Content starts
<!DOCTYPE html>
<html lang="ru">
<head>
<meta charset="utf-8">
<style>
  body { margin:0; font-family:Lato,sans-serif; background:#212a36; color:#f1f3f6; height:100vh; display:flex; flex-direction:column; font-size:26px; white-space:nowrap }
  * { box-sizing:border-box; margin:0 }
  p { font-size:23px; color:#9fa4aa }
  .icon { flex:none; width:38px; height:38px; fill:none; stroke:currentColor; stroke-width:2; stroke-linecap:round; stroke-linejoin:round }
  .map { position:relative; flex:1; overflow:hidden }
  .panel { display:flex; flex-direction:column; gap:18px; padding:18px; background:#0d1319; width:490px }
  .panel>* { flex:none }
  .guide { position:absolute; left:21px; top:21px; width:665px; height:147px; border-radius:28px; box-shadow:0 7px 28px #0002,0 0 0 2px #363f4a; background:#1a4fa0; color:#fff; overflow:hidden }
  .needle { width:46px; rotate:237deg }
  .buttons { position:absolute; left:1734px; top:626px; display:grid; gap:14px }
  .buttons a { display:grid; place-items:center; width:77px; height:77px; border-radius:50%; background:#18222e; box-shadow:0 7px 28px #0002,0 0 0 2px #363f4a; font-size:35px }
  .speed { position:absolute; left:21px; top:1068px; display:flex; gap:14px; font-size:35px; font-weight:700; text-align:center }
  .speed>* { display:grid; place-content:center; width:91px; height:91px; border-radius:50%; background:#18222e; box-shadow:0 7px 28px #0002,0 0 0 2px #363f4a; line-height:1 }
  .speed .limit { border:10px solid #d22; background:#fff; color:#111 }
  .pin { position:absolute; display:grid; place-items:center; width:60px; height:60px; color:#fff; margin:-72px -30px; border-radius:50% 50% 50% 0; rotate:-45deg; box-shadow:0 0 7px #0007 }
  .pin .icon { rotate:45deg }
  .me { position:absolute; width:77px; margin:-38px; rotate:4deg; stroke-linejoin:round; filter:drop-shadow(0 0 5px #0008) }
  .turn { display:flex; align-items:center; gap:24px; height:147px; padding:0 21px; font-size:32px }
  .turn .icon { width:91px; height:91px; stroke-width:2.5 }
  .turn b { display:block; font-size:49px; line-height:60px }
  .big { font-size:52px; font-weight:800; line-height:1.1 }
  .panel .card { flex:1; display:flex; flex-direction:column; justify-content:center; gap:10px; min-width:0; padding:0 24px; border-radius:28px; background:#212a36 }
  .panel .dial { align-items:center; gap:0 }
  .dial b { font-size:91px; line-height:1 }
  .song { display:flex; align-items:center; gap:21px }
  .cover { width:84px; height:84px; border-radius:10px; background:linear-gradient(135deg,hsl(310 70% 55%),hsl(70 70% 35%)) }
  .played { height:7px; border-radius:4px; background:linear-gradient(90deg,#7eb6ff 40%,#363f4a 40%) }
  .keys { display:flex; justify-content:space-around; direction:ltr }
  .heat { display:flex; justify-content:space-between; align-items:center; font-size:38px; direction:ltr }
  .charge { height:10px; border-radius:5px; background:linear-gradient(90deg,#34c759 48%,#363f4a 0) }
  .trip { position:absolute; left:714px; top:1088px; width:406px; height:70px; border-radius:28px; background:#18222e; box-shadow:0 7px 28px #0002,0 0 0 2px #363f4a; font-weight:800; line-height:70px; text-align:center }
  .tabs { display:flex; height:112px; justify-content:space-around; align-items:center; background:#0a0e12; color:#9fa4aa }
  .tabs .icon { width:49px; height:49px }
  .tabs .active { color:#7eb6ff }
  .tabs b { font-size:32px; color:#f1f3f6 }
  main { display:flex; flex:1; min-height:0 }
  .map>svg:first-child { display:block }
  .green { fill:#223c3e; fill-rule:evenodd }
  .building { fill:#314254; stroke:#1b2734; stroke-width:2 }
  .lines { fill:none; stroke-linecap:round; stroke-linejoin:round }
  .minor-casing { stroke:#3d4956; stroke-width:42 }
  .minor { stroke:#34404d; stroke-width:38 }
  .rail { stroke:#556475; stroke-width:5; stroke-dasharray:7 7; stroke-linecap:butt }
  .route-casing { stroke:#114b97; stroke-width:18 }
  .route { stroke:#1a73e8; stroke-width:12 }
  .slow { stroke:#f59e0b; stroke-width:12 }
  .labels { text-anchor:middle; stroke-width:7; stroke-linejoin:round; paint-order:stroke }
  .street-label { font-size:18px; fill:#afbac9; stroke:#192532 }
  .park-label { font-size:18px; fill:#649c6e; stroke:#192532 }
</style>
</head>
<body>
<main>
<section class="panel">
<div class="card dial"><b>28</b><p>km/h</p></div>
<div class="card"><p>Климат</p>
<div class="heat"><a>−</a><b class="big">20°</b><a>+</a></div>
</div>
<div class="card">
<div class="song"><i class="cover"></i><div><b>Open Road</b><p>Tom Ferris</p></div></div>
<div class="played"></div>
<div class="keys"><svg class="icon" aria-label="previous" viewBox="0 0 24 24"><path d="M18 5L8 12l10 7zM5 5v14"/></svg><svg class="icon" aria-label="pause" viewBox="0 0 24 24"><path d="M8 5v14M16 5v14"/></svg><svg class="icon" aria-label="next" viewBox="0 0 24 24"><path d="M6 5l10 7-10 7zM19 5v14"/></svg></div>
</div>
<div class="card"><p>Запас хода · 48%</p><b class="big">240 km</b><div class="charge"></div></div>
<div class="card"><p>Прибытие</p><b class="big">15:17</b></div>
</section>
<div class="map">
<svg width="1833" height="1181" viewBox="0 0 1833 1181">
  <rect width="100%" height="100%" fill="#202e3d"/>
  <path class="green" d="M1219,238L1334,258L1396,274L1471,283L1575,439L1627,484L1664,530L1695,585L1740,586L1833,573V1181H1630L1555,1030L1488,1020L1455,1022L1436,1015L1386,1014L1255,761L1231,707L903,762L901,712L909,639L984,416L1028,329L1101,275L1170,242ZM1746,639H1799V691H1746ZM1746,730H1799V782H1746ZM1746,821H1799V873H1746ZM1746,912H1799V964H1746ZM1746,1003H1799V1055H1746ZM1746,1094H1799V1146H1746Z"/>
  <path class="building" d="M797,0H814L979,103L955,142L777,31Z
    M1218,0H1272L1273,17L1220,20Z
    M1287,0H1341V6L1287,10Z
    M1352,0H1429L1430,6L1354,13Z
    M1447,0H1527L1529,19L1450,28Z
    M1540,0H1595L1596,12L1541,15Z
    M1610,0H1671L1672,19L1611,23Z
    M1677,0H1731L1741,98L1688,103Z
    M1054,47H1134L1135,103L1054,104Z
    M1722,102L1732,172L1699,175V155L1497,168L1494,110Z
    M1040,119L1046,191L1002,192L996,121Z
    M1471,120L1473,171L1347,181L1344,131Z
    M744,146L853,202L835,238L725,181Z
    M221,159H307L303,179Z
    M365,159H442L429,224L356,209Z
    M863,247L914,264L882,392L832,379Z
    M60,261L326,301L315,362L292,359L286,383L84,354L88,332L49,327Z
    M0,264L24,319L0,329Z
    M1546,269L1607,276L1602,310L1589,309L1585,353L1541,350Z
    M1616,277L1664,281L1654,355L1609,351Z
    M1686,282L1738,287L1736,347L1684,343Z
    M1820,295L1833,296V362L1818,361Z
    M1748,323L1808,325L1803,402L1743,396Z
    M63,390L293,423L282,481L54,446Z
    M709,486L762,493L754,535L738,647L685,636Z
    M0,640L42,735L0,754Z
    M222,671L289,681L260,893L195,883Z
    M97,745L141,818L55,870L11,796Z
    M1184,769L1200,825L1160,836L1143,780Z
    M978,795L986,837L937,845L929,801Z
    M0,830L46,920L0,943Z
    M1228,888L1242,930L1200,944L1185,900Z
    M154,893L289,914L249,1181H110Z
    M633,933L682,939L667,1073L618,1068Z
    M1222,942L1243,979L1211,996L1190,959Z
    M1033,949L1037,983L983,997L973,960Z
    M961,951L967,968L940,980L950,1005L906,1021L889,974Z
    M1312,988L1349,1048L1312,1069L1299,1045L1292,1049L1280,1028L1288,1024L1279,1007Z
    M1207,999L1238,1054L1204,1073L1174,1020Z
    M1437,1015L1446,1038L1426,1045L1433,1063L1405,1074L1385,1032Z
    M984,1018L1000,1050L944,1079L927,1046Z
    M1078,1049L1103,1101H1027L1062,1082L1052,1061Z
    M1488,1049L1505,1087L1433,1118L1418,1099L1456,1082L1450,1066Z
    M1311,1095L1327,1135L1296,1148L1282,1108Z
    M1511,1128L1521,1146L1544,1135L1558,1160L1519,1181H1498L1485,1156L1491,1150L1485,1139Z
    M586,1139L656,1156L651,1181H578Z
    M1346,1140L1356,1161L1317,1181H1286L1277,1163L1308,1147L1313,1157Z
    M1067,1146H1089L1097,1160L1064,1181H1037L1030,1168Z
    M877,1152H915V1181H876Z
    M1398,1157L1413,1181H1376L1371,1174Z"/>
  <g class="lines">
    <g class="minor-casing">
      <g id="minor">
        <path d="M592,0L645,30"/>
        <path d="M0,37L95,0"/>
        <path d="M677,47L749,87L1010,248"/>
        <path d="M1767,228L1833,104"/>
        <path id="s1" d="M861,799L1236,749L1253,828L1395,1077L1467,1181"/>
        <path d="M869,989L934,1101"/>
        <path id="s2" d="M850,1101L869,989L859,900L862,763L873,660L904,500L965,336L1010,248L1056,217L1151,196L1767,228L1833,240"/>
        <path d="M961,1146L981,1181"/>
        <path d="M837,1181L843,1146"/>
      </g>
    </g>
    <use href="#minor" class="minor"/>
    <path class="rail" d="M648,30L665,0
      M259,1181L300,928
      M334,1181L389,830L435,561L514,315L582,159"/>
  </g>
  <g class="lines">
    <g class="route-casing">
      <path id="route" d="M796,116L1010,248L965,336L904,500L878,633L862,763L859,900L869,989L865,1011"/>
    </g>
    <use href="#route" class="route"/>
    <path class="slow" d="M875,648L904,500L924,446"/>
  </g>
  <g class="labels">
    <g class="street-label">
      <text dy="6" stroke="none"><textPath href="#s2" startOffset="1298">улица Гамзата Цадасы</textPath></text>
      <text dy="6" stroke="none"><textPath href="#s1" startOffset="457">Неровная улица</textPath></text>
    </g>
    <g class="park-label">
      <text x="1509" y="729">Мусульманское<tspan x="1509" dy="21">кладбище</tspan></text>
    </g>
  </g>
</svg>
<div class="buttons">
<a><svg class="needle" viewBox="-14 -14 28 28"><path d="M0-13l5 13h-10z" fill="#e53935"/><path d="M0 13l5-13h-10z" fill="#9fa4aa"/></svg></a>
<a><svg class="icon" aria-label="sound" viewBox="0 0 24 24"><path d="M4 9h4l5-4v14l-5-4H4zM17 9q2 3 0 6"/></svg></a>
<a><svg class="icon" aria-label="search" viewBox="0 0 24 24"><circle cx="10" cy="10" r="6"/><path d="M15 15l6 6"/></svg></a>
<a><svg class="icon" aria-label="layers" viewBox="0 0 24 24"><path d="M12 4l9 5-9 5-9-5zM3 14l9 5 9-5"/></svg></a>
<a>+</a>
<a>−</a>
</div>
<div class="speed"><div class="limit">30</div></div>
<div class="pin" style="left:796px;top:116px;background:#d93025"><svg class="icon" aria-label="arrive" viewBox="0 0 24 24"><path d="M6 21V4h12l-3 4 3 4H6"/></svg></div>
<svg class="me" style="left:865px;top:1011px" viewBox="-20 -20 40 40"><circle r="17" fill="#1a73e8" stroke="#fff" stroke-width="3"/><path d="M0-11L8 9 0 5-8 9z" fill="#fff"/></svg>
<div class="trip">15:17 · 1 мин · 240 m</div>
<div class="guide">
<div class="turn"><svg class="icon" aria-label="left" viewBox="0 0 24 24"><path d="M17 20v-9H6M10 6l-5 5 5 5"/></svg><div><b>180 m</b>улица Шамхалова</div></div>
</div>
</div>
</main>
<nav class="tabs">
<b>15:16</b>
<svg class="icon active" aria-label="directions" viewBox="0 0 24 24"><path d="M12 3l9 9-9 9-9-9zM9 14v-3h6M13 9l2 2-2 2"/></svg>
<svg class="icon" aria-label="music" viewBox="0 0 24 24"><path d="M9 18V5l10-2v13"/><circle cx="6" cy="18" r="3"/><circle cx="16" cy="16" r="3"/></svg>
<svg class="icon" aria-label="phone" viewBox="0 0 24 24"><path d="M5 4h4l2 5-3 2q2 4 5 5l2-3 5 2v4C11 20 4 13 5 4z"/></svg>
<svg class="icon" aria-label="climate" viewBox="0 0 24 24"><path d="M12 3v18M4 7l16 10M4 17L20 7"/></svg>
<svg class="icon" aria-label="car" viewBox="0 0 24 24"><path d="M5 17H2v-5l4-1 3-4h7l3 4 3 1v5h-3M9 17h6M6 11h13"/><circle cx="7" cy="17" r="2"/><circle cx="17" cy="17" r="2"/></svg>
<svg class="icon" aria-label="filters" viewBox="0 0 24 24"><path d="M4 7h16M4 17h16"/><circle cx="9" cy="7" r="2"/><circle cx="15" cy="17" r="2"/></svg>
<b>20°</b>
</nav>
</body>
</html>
Content ends
**Your instructions**: Search the records for the word "overflow", then list every line that has it.

**Solved exercise**:
  .map { position:relative; flex:1; overflow:hidden }
  .guide { position:absolute; left:21px; top:21px; width:665px; height:147px; border-radius:28px; box-shadow:0 7px 28px #0002,0 0 0 2px #363f4a; background:#1a4fa0; color:#fff; overflow:hidden }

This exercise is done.